=== What you should do ===
Every line holding the string "symbols" should be copied out of the listing.

=== Data provided ===
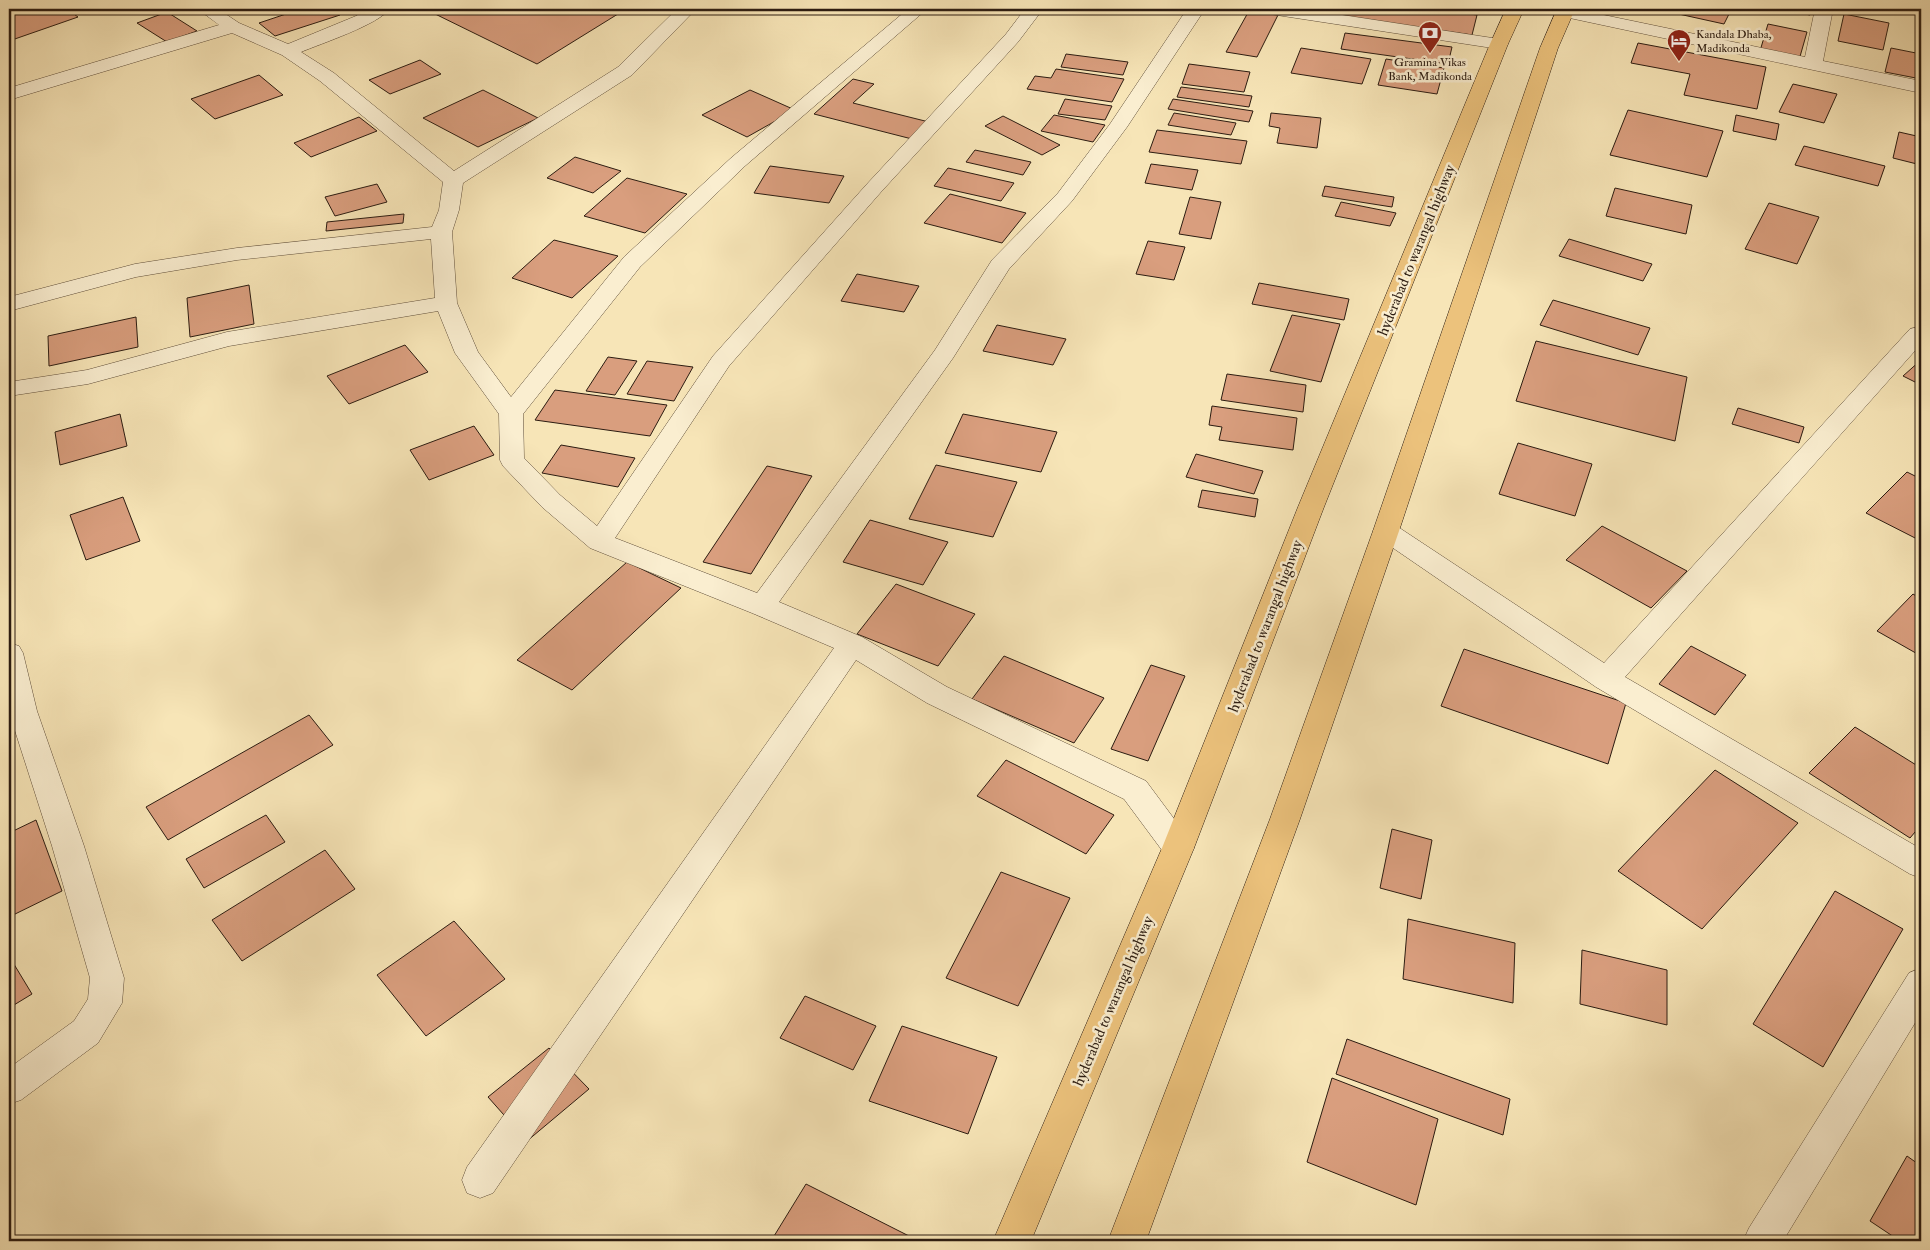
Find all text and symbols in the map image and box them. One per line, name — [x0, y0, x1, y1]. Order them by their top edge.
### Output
bank icon: Gramina Vikas Bank, Madikonda — [1417, 20, 1443, 54]
place label: Kandala Dhaba, Madikonda — [1696, 27, 1772, 56]
hotel icon: Kandala Dhaba, Madikonda — [1666, 28, 1692, 62]
place label: Gramina Vikas Bank, Madikonda — [1388, 55, 1473, 84]
street label: hyderabad to warangal highway — [1373, 161, 1460, 339]
street label: hyderabad to warangal highway — [1224, 537, 1307, 715]
street label: hyderabad to warangal highway — [1069, 913, 1158, 1089]

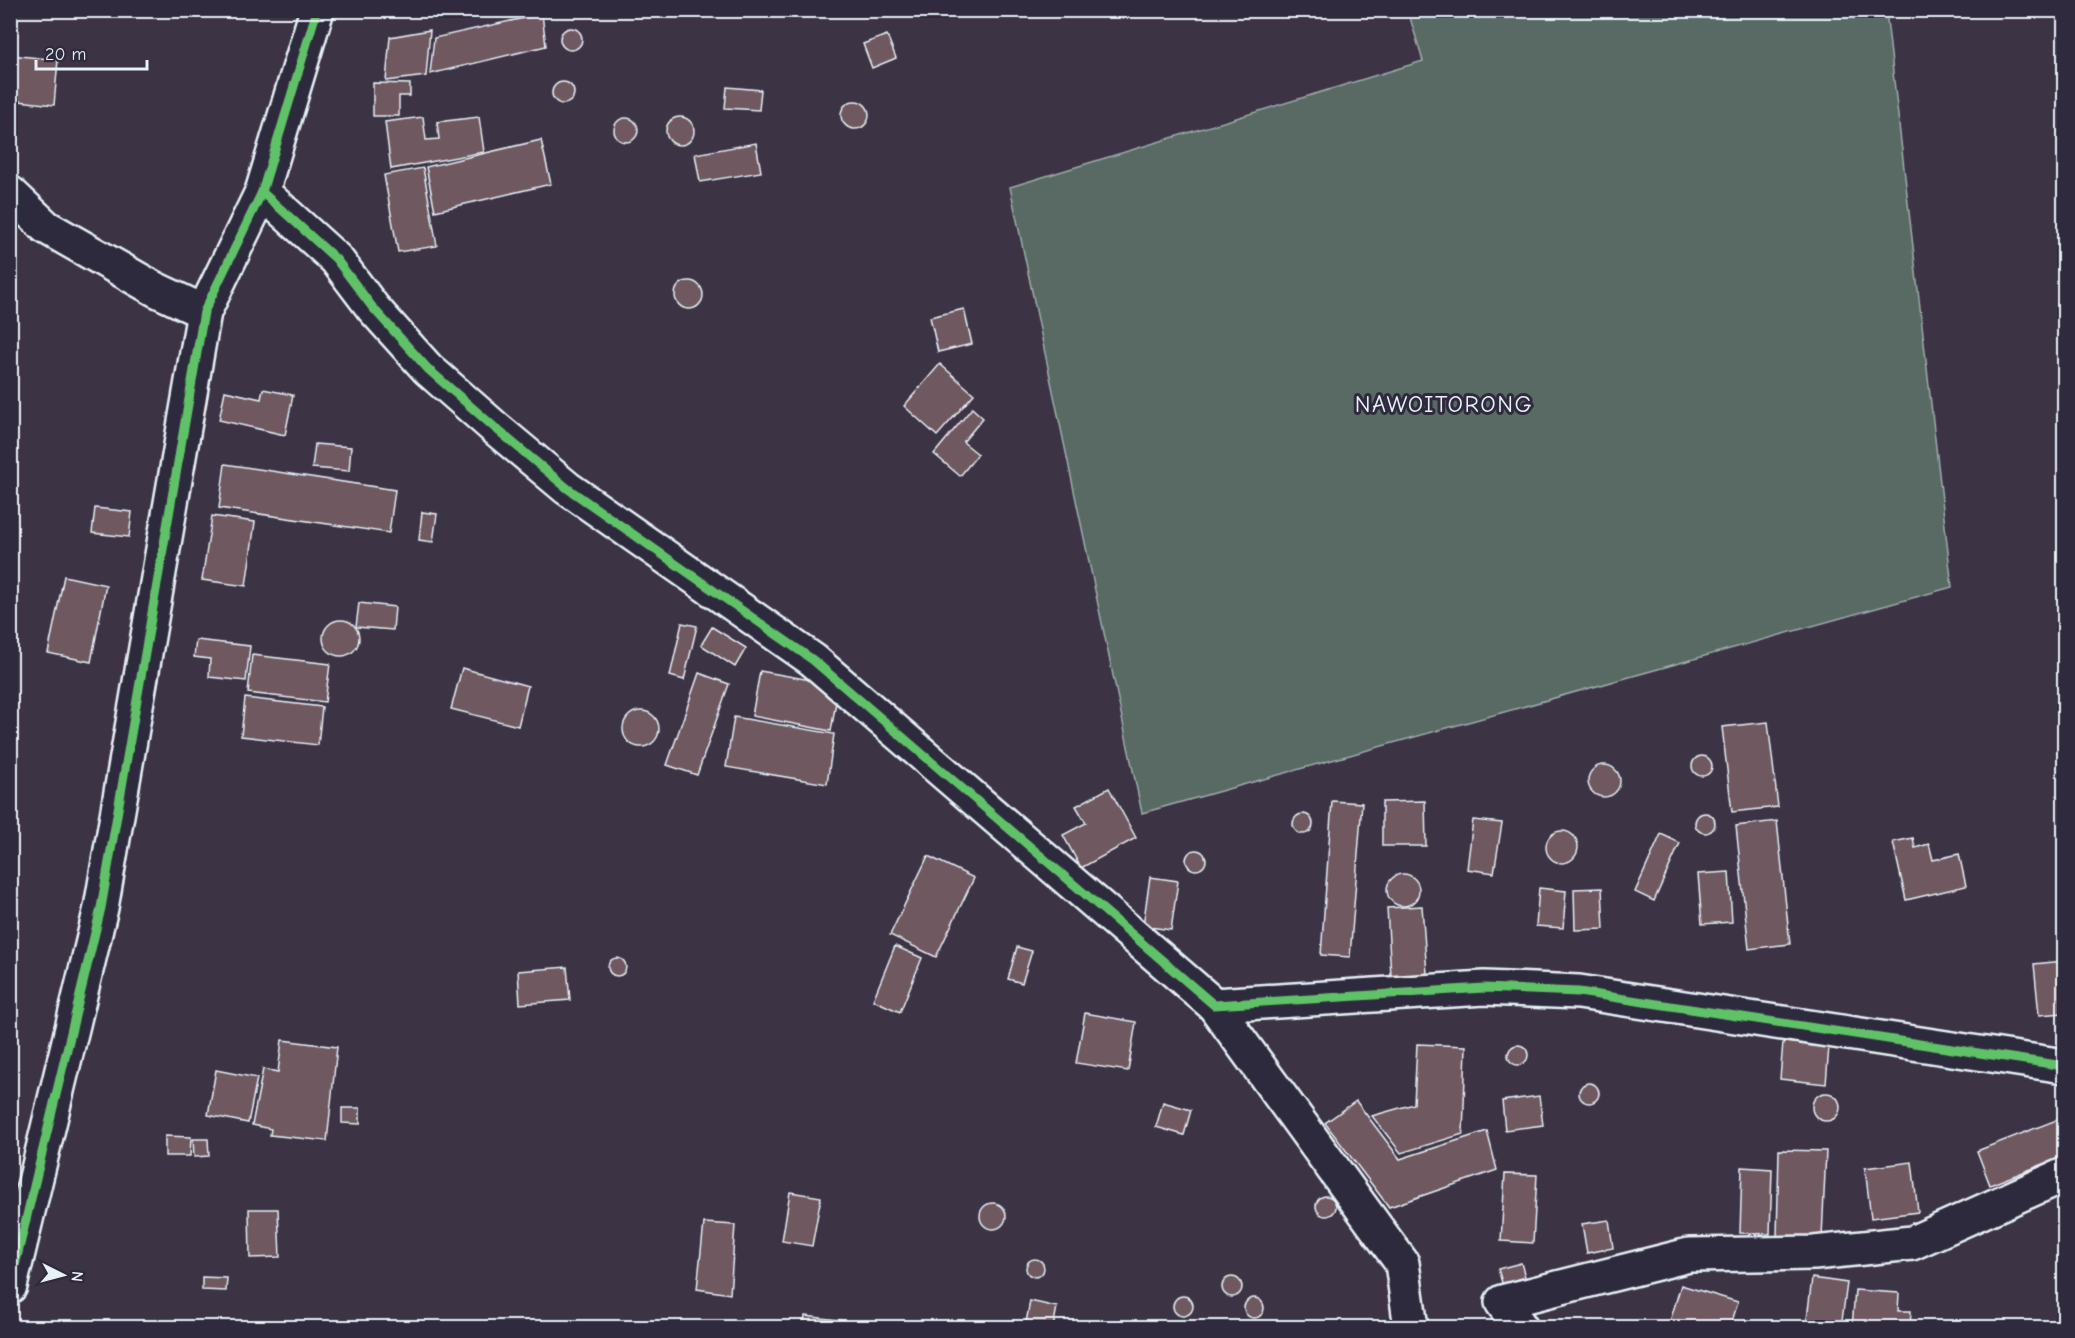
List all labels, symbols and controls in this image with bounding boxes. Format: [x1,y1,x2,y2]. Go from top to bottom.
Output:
scale bar [36,33,147,71]
text: 20 m [45,44,86,65]
district label: NAWOITORONG [1355,390,1533,418]
north arrow [33,1245,93,1305]
text: N [67,1270,86,1283]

=== Expected answer ===
Find all text and symbols in the map image and box them. One per line, name — [x0, y0, x1, y1]. Order them by their top edge.
List all labels, symbols and controls in this image with bounding boxes. Format: [x1,y1,x2,y2]. Go from top to bottom.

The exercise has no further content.